TRIBUNE
L’économiste François Lévêque a écrit, dans « Le Monde », que les sites de rencontres permettent de former des couples mieux appariés. Jean-Claude Kaufmann, sociologue du couple, estime que l’on ne peut pas trancher.
Tribune. Dans une tribune publiée par Le Monde le 17 juillet, « De l’utilité sociale des sites de rencontres », François Lévêque, professeur d’économie à Mines ParisTech, soutient que les sites de rencontres permettent de constituer des couples plus durables et mieux appariés que ne le font les rencontres dans la vie courante. Or cet article est une suite d’approximations et d’erreurs que l’on permettra à un sociologue spécialiste de la vie conjugale de souligner.
En préalable, je tiens à constater que l’économie, qui domine déjà la société au point de restreindre l’exercice du politique (rien n’est possible si le marché s’y oppose), ne cesse d’élargir son emprise, jusqu’à des domaines où elle ne devrait pas se fourvoyer. François Lévêque cite Gary Becker, Prix Nobel d’économie, qui pense que le choix du conjoint est déterminé par l’intérêt personnel, autrement dit la cupidité. Il est vrai que, dans le domaine économique, des éléments tels que le dépassement de soi ou l’amour n’entrent pas dans les équations. Mais passons.
Le seul point d’accord avec François Lévêque est que les sites de rencontres ont certaines utilités sociales, c’est évident, loin de moi l’idée de le nier. Mais qui a dit qu’ils permettaient de constituer des unions plus durables ? François Lévêque l’affirme sans avancer de preuves ou de références. Les données sont méthodologiquement très difficiles à produire sur cette question. Le peu qui existe, par ailleurs, n’est pas fiable, car proposé par les sites de rencontres eux-mêmes et utilisé dans leurs campagnes publicitaires.

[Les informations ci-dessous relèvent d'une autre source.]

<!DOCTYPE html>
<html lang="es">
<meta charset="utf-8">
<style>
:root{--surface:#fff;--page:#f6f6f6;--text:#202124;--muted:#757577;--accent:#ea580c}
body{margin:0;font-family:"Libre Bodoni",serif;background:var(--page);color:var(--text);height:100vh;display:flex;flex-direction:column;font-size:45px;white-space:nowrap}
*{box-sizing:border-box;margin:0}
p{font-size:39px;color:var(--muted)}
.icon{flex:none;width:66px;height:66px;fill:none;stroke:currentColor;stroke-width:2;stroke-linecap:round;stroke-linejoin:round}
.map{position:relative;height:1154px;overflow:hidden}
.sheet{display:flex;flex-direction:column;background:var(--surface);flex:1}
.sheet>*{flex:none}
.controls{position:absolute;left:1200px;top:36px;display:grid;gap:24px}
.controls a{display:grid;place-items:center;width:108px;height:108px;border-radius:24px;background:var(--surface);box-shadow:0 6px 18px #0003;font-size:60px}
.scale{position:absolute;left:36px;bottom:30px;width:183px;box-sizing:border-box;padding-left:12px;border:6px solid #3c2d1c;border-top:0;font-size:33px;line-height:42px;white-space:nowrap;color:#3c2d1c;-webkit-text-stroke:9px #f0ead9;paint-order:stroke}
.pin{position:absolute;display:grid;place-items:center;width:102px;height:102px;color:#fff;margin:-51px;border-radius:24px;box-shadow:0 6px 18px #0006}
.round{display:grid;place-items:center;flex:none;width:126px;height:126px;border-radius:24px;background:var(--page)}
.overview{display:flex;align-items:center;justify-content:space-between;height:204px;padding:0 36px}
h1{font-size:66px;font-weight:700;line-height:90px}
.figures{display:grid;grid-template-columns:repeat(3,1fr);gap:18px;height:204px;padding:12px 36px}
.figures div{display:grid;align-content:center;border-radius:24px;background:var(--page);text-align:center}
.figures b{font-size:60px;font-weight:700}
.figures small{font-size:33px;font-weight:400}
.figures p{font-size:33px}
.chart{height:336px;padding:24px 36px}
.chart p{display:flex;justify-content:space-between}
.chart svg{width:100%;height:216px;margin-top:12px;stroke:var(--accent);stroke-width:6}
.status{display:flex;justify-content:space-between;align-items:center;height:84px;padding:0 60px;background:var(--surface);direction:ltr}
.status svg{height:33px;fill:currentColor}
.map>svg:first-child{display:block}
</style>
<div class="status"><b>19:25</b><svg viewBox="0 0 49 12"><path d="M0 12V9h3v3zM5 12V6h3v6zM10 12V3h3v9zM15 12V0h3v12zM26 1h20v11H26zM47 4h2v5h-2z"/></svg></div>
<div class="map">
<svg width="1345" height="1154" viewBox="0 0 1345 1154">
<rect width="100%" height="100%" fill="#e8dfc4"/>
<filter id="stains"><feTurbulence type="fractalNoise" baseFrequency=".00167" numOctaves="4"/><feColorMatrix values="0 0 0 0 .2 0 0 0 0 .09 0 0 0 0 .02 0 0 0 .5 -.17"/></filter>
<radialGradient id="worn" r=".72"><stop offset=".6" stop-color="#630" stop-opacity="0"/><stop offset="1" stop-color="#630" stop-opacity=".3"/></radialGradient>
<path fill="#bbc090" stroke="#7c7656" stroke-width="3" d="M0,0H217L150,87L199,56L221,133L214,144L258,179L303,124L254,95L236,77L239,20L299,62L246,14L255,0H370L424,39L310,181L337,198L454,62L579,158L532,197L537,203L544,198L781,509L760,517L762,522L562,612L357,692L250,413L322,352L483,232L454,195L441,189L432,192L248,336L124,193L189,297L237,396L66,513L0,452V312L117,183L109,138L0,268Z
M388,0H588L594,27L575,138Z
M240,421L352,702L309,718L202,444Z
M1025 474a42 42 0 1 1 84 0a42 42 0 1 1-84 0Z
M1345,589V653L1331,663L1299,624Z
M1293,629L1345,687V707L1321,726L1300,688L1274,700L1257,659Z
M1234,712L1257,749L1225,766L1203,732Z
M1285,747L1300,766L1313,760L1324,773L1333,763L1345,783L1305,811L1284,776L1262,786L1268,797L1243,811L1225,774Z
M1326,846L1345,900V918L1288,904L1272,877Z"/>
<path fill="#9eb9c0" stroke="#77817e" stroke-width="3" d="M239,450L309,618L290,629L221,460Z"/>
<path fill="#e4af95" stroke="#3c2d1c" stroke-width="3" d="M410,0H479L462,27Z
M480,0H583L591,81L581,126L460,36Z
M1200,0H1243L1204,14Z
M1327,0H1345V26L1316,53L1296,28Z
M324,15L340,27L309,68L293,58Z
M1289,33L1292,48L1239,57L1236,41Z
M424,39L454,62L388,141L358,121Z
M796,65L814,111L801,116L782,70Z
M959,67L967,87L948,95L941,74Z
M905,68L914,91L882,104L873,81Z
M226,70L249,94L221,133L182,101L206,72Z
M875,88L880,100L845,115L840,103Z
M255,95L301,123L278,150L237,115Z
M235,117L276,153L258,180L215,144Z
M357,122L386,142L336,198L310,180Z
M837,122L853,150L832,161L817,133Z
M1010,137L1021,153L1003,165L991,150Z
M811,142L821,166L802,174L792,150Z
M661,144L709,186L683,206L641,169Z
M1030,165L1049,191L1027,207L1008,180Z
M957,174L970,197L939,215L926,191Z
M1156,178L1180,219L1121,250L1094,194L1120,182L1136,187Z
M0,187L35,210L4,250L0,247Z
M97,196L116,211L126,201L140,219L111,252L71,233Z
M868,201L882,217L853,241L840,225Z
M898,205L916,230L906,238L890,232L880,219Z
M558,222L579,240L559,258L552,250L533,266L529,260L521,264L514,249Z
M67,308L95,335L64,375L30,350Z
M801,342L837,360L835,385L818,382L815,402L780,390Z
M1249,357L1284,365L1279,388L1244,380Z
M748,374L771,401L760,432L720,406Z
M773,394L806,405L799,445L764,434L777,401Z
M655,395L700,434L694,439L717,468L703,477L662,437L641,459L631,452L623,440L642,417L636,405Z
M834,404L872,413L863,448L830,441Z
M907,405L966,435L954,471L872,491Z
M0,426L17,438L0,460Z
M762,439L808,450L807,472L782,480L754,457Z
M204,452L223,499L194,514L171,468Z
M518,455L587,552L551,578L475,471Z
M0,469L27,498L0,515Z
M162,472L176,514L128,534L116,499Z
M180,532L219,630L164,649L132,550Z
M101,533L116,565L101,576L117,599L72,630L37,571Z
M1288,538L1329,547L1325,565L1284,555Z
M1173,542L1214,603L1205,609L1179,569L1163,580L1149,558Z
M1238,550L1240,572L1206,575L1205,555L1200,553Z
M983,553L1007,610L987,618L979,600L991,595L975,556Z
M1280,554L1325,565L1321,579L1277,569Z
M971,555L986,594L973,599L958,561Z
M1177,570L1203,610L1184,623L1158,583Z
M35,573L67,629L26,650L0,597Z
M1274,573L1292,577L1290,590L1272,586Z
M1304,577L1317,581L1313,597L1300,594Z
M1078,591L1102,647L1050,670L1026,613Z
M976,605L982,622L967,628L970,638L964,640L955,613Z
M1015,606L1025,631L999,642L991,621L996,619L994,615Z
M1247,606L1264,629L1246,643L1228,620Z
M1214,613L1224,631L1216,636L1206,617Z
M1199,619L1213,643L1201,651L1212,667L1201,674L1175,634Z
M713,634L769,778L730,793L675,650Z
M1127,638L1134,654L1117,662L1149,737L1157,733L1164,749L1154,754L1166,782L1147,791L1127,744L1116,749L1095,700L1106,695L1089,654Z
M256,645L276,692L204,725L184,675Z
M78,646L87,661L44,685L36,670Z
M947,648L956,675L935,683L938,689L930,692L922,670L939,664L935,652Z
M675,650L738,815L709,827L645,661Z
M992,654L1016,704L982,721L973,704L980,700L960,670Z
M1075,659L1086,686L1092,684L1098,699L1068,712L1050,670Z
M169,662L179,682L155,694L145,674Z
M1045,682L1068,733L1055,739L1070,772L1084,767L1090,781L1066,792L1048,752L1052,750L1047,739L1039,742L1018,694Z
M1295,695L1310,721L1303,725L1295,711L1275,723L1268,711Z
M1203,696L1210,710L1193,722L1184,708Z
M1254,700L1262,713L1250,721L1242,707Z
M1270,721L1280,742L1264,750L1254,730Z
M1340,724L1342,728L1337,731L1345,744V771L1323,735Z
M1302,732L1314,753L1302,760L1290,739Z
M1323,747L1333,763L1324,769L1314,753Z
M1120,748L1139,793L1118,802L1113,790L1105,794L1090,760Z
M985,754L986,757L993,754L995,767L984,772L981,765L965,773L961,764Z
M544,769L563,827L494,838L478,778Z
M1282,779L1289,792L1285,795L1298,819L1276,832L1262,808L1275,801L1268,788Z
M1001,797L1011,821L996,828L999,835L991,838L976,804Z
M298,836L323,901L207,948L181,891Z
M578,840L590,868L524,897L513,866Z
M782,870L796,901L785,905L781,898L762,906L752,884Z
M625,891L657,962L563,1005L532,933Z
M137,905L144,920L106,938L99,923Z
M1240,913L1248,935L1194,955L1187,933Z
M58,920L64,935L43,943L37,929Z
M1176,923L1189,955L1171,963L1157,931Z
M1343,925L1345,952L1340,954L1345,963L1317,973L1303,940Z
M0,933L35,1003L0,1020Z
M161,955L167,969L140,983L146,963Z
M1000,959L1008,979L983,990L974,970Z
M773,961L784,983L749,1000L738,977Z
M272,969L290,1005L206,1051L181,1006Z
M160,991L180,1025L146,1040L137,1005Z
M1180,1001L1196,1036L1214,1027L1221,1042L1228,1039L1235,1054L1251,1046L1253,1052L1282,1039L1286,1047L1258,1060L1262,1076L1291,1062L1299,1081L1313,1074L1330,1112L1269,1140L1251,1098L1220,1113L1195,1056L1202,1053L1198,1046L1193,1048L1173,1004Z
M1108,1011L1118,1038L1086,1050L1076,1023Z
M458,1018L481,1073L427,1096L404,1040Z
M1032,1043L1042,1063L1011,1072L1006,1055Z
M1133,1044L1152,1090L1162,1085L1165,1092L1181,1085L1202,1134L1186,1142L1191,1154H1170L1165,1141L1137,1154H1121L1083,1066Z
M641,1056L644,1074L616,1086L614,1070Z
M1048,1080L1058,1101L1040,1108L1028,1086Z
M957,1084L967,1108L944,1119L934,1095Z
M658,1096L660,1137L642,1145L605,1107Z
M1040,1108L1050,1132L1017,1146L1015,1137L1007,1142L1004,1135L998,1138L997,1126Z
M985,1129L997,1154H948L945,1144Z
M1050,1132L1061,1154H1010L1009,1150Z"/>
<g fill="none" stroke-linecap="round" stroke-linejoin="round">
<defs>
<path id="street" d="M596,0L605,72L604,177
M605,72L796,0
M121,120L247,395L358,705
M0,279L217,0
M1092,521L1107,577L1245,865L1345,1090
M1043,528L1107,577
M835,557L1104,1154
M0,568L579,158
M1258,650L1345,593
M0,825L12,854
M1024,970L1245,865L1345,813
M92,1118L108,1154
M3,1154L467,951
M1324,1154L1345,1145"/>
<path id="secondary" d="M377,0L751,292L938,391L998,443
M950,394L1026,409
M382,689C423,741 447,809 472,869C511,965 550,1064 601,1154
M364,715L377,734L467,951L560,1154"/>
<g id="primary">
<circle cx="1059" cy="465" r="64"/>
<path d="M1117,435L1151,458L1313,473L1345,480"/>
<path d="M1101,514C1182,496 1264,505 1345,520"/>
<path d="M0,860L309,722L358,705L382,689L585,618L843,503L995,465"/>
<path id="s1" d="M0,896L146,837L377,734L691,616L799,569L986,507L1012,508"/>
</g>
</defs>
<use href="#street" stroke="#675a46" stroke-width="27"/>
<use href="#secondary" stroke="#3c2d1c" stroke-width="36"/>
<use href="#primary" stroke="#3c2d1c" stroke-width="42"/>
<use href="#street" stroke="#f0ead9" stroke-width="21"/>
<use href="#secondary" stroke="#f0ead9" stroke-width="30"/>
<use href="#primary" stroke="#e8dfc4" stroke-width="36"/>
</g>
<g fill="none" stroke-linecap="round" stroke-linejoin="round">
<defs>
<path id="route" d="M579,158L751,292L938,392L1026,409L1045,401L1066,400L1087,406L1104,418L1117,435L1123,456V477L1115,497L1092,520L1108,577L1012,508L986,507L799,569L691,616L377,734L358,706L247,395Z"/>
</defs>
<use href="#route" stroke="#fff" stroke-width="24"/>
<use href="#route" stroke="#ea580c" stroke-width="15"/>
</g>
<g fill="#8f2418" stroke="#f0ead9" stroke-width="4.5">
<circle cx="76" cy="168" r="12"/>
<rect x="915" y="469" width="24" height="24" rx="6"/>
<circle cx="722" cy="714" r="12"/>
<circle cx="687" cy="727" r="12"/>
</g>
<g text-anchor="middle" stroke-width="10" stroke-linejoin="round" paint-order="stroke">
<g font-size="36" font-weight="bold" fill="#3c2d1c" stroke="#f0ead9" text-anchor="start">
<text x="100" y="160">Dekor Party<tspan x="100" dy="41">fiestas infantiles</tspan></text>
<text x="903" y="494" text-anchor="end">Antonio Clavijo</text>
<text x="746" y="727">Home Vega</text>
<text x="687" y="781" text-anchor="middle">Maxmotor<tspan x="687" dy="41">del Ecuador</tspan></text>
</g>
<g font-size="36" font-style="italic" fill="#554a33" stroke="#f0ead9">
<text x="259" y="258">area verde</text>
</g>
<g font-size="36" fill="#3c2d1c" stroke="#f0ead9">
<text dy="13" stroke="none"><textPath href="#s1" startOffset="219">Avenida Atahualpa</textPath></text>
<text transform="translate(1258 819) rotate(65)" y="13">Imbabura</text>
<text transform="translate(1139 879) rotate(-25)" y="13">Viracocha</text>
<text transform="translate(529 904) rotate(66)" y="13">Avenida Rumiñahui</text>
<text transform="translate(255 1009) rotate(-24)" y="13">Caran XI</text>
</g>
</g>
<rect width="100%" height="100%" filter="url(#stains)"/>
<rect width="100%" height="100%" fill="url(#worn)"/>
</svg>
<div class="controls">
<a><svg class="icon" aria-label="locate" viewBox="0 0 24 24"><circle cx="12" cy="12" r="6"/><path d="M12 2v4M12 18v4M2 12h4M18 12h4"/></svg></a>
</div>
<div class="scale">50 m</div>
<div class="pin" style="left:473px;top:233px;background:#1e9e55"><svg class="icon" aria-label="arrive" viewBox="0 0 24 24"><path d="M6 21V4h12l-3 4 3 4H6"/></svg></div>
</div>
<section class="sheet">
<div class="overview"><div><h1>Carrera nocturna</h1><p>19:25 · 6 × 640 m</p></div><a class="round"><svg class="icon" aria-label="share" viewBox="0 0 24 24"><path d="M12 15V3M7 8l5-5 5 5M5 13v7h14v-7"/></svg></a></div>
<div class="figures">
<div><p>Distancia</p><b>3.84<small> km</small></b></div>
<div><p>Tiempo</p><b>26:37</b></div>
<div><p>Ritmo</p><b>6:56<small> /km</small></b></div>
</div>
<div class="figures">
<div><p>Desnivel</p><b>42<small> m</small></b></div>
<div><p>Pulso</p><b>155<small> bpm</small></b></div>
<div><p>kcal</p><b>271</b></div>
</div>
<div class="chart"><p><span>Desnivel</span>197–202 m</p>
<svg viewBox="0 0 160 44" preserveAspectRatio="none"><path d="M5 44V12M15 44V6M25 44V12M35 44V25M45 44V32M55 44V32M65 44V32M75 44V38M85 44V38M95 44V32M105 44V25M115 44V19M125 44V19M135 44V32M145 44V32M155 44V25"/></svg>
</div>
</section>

Les jeux d’opposition ne sont pas prévus dans les algorithmes
Les sites se livrent une concurrence acharnée, autour d’une nouvelle promesse qui leur permet d’augmenter leurs bénéfices : leurs algorithmes seraient capables de déterminer le candidat idéal et donc de former des couples parfaitement appariés. Cette promesse, qui remplace l’ancienne croyance au destin, est extraordinairement attirante pour beaucoup de personnes angoissées à l’idée de se tromper dans ce choix décisif. Quel bonheur, quel repos mental, d’appendre que les algorithmes savent mieux que nous-mêmes quel est notre partenaire idéal. Or cette promesse comporte trois erreurs.
Tout d’abord, le couple est plus complexe dans son fonctionnement qu’on ne l’imagine et il se forme sur deux logiques opposées. La première est certes basée sur le principe du « qui se ressemble s’assemble », qui va continuer à agir tout au long de la vie conjugale, les deux partenaires ne cessant chaque jour de produire une culture commune à partir de leurs différences.
L’important d’ailleurs est bien davantage ce mouvement permanent que des ressemblances passagères. Mais, parallèlement, ils vont installer un jeu de rôles complémentaires souvent très opposés, dans tous les domaines (le gardien des risques versus l’idéologue de la décontraction, etc.). Ce qui les pousse à forcer leurs divergences. Ces jeux d’opposition ne sont pas prévus dans les algorithmes.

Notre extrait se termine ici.